4000 North First Street
San Jose, California 95134
Ladies and Gentlemen:
We have acted as counsel to Novellus Systems, Inc. ("Novellus"), a
California corporation, in connection with the proposed merger (the "Merger") of
Neptune Acquisition-Sub, Inc. ("Merger Sub"), a Delaware corporation and a
wholly-owned subsidiary of Novellus, with and into GaSonics International
Corporation, a Delaware corporation ("GaSonics"), pursuant to an Agreement and
Plan of Reorganization made as of October 25, 2000 (the "Agreement") by and
among Novellus, Merger Sub and GaSonics. The Merger is described in the
Registration Statement of Novellus on Form S-4, as amended (the "Registration
Statement") filed on December 8, 2000 with the Securities and Exchange
Commission (the "Commission") under the Securities Act of 1933, as amended (the
"Securities Act"). The Registration Statement includes the proxy statement and
prospectus of GaSonics (the "Proxy Statement-Prospectus"). Unless otherwise
indicated, any capitalized terms used herein and not otherwise defined have the
meaning ascribed to them in the Registration Statement.
In that connection, you have requested our opinion regarding certain U.S.
federal income tax consequences of the Merger. In providing our opinion, we have
reviewed the Agreement, the Registration Statement and such other materials as
we have deemed necessary or appropriate for purposes of our opinion.
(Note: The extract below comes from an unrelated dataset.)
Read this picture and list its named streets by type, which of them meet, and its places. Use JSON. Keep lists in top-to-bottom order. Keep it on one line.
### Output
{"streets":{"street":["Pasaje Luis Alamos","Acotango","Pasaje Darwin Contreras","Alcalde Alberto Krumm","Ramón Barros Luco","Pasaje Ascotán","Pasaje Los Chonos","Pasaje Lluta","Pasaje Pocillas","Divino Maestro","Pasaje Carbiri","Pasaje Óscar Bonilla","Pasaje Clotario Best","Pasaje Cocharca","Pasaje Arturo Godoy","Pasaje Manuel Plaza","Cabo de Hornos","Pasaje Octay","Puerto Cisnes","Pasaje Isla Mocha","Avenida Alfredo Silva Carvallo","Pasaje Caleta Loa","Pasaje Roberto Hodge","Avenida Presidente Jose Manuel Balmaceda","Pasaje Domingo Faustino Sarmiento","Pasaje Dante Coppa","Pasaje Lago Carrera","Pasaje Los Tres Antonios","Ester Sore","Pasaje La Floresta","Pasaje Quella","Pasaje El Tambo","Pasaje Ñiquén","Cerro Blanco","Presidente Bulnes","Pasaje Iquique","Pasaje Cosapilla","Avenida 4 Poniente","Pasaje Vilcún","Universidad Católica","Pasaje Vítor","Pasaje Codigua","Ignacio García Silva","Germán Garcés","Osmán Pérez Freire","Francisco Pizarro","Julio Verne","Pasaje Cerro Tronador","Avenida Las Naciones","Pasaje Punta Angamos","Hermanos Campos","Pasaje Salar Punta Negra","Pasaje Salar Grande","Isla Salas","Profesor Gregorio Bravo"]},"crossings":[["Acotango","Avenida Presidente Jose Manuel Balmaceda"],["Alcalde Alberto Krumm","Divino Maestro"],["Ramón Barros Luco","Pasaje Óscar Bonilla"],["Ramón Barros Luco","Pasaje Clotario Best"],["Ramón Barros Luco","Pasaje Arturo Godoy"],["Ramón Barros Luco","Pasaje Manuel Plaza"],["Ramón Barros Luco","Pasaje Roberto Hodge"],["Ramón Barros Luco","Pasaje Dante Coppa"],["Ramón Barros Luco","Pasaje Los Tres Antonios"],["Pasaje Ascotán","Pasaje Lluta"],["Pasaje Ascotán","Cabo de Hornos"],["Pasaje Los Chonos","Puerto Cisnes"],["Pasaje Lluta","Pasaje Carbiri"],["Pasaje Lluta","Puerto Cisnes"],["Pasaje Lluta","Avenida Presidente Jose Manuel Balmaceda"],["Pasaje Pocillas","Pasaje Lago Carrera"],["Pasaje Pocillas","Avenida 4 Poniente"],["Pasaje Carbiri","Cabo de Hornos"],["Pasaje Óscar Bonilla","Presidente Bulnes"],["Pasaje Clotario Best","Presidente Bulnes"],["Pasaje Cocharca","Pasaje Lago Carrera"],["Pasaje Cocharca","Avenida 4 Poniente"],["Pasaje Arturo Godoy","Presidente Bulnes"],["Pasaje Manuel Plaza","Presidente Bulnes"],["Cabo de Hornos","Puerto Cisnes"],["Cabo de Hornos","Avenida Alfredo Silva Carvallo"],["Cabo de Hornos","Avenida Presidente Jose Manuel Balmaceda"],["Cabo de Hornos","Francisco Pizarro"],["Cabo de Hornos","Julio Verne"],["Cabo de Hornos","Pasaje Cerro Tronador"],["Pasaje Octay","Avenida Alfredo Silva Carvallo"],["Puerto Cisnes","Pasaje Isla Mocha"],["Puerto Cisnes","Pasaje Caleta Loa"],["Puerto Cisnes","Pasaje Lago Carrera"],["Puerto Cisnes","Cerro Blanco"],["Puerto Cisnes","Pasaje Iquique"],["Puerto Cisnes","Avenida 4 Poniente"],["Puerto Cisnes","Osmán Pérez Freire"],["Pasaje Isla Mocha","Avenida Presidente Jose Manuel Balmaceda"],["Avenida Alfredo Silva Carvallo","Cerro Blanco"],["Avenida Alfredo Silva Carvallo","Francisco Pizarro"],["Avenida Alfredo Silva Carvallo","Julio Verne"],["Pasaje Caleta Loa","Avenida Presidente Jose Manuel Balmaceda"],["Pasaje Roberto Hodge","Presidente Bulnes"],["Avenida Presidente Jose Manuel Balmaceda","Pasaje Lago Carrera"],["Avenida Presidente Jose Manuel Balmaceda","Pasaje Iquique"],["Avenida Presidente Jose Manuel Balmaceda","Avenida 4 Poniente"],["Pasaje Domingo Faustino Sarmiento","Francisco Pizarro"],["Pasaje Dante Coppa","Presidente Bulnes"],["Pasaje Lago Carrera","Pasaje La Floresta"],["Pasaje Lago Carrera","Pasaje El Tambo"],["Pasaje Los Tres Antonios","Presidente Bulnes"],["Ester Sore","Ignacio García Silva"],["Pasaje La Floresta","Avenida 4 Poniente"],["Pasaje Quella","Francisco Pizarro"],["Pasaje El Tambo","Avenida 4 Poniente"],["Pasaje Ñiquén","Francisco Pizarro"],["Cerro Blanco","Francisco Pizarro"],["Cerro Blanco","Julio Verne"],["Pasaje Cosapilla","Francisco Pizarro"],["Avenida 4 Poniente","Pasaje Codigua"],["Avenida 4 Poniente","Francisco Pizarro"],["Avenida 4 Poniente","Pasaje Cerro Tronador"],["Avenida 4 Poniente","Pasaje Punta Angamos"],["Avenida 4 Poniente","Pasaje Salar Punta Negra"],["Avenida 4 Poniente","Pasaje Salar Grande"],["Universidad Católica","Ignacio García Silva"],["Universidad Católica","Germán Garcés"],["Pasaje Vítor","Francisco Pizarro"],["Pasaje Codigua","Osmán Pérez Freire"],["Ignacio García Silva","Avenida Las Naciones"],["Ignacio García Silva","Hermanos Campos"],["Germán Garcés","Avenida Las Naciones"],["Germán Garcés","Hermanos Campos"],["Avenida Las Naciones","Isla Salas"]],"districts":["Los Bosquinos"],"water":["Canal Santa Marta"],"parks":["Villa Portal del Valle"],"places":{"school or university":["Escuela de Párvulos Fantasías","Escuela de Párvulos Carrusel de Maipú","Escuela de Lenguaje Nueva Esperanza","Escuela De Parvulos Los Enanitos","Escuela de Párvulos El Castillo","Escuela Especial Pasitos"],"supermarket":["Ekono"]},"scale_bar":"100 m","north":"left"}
In
addition, we have assumed (i) that the Merger will be consummated in the manner
contemplated by the Registration Statement and in accordance with the Agreement,
without waiver or modification of the material terms and conditions thereof, and
(ii) the truth and accuracy, on the date of the Agreement and on the date
hereof, of the representations and warranties made by Novellus, Merger Sub and
GaSonics in the Agreement, (iii) the truth and accuracy of the officer's
certificates (the "Officer's Certificates") of even date herewith, provided to
us by Novellus and GaSonics for use in preparing our opinion and (iv) that any
representation in an Officer's Certificate made "to the knowledge" or similarly
qualified is correct without such qualification.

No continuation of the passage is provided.